Editing Merkle–Hellman knapsack cryptosystem (section)

===Example===
====Key generation====
Create a key to encrypt 8-bit numbers by creating a random superincreasing sequence of 8 values:
:<math>W = ( 2, 7, 11, 21, 42, 89, 180, 354 )</math>
The sum of these is 706, so select a larger value for <math>q</math>:
:<math>q = 881</math>.
Choose <math>r</math> to be coprime to <math>q</math>: 
:<math>r = 588</math>.

Construct the public key <math>B</math> by multiplying each element in <math>W</math> by <math>r</math> modulo <math>q</math>:

:<math>\begin{align}
&(2 * 588) \bmod 881 = 295 \\
&(7 * 588) \bmod 881 = 592 \\
&(11 * 588) \bmod 881 = 301 \\
&(21 * 588) \bmod 881 = 14 \\
&(42 * 588) \bmod 881 = 28 \\
&(89 * 588) \bmod 881 = 353 \\
&(180 * 588) \bmod 881 = 120 \\
&(354 * 588) \bmod 881 = 236
\end{align}</math>

Hence <math>B = ( 295, 592, 301, 14, 28, 353, 120, 236 )</math>.

====Encryption====
Let the 8-bit message be <math>m = 97 = 01100001_2</math>. We multiply each bit by the corresponding number in <math>B</math> and add the results:
   0 * 295
 + 1 * 592
 + 1 * 301
 + 0 * 14
 + 0 * 28
 + 0 * 353
 + 0 * 120
 + 1 * 236
     = 1129
The ciphertext <math>c</math> is 1129.

====Decryption====
To decrypt 1129, first use the Extended Euclidean Algorithm to find the modular inverse of <math>r</math> mod <math>q</math>:
:<math>r' = r^{-1} \bmod q = 588^{-1} \bmod 881 = 442</math>. 

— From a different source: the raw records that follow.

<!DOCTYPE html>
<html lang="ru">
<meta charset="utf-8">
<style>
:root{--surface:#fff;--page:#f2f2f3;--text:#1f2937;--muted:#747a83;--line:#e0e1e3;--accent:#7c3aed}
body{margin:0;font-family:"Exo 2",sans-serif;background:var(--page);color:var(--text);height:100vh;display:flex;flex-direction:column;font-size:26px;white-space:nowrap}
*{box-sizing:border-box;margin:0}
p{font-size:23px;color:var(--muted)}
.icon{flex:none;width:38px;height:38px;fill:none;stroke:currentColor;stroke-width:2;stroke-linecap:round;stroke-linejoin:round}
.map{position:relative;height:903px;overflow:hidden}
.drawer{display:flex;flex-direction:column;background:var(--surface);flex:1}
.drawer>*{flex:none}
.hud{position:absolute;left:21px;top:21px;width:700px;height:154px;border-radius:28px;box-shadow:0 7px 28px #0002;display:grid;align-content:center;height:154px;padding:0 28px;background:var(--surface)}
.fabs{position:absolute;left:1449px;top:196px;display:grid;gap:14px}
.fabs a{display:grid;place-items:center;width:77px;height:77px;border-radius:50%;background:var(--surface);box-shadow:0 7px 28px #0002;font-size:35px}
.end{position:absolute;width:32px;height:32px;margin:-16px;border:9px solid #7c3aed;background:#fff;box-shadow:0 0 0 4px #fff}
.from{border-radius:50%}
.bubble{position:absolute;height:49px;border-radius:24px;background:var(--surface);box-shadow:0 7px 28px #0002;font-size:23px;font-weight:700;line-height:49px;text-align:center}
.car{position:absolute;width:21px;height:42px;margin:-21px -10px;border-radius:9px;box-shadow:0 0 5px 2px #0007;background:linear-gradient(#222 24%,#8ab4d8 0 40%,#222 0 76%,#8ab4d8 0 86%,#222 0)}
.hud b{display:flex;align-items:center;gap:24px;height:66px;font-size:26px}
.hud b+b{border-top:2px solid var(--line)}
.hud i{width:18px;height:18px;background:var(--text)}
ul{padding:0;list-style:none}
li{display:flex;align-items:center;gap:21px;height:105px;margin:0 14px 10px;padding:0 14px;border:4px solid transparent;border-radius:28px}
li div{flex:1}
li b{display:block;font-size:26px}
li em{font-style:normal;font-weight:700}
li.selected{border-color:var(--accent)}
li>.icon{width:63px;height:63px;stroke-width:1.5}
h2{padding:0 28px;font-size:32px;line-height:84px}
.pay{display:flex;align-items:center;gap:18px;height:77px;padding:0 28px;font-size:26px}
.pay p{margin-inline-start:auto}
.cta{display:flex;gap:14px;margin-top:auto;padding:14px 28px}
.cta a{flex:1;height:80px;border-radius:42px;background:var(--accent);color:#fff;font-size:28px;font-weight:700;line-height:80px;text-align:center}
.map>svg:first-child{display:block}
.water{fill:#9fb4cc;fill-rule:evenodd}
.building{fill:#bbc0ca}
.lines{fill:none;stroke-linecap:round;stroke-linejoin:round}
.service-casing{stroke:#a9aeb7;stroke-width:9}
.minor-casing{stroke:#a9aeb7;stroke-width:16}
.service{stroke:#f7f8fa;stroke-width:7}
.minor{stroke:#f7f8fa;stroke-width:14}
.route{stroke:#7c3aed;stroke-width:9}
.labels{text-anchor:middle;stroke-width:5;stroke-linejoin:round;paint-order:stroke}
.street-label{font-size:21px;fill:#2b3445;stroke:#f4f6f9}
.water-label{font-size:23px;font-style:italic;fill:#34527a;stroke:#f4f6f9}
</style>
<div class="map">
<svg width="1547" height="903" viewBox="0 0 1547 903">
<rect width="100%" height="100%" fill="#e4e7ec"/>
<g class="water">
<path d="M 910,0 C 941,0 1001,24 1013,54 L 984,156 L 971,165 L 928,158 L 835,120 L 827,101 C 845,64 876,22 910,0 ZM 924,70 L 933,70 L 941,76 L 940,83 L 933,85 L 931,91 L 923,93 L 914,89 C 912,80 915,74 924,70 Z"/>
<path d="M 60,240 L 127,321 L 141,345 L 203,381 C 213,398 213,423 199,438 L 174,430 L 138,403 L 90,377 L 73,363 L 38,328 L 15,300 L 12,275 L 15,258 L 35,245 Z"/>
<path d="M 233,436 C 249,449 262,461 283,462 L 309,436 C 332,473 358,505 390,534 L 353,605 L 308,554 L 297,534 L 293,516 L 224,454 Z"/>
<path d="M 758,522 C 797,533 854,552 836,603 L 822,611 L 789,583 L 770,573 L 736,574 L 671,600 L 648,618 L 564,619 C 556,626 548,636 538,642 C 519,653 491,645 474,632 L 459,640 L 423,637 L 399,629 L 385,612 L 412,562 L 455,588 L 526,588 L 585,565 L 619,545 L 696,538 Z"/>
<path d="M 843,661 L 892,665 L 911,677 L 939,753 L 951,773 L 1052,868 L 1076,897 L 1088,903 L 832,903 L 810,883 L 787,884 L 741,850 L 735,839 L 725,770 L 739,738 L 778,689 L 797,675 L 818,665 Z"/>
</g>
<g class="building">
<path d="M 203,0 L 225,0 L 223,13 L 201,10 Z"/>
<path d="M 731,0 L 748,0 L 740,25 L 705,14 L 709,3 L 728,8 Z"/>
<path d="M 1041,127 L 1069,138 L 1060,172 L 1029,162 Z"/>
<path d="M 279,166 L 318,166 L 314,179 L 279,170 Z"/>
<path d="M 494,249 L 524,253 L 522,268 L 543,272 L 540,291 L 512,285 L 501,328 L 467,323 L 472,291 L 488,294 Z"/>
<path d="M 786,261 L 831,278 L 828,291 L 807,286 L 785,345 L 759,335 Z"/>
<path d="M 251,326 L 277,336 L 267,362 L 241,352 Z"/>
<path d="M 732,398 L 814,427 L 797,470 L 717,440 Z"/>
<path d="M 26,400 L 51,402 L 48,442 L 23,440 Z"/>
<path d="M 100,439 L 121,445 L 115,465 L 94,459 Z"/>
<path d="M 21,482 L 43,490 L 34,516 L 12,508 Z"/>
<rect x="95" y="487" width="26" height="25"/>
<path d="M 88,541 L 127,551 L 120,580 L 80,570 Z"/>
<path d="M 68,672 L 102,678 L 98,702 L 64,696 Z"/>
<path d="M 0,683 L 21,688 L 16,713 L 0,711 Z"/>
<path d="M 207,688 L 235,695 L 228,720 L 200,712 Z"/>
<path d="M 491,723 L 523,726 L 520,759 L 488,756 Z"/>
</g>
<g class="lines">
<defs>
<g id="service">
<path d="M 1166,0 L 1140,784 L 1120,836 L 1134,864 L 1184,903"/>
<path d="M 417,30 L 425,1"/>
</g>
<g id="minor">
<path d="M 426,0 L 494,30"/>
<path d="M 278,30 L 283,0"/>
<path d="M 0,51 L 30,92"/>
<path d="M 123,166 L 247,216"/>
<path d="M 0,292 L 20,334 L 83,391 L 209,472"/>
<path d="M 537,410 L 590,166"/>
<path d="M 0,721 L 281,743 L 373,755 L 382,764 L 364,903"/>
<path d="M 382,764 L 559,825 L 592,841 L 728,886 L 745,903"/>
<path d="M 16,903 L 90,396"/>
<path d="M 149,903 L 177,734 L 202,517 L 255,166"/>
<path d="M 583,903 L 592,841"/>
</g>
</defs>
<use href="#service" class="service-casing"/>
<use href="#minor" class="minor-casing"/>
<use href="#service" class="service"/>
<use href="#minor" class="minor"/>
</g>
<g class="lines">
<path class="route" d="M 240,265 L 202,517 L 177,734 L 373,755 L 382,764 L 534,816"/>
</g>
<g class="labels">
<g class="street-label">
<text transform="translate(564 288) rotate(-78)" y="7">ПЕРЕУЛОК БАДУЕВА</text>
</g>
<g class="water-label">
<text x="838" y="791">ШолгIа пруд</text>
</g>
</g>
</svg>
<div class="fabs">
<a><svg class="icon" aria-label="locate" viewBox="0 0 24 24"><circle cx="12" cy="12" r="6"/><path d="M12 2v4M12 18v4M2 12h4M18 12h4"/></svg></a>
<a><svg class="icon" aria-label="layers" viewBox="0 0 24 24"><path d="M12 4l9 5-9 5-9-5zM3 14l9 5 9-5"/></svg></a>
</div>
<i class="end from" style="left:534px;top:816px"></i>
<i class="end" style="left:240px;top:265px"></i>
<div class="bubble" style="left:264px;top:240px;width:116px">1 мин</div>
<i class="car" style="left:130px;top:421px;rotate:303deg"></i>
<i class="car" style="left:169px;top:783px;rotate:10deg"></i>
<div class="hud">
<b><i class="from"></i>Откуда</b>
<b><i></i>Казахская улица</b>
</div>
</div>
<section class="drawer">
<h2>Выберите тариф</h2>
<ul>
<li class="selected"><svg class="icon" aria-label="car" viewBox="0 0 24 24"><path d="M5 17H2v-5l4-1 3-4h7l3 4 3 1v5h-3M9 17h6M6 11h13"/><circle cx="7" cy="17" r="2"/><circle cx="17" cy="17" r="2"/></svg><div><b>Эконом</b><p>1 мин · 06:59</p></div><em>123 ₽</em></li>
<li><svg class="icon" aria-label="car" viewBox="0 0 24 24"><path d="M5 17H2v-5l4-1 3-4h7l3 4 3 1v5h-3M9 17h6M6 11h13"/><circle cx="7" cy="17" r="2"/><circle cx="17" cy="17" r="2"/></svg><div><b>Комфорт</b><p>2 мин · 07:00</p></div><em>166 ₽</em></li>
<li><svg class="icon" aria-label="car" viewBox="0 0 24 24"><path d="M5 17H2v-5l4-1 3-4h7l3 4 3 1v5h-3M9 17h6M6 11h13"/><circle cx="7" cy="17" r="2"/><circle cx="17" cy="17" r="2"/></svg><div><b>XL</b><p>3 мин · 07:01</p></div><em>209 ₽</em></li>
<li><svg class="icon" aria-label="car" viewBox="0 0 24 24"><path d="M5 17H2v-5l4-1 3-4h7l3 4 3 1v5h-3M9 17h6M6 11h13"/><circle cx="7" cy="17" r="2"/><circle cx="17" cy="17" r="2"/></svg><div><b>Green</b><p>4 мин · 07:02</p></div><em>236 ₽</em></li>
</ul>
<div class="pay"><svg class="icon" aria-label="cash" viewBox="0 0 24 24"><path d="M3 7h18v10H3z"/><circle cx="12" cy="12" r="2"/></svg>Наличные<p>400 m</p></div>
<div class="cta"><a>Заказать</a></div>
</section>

Compute <math>c' = c r' \bmod q = 1129*442 \bmod 881 = 372</math>. 

Use the greedy algorithm to decompose 372 into a sum of <math>w_i</math> values:
:<math>\begin{align}
c' &= 372 \\
& w_8 = 354 \le 372  \\
c' &= 372-354 = 18 \\
& w_3 = 11 \le 18 \\
c' &= 18-11 = 7 \\
& w_2 = 7 \le 7 \\
c' &= 7-7 = 0
\end{align}</math>
Thus <math>372 = 354 + 11 + 7 = w_8 + w_3 + w_2</math>, and the list of indexes is <math>X = (8,3,2)</math>. The message can now be computed as
:<math>m = \sum_{i=1}^3 2^{n-x_i} = 2^{8-8} + 2^{8-3} + 2^{8-2} = 1 + 32 + 64 = 97</math>.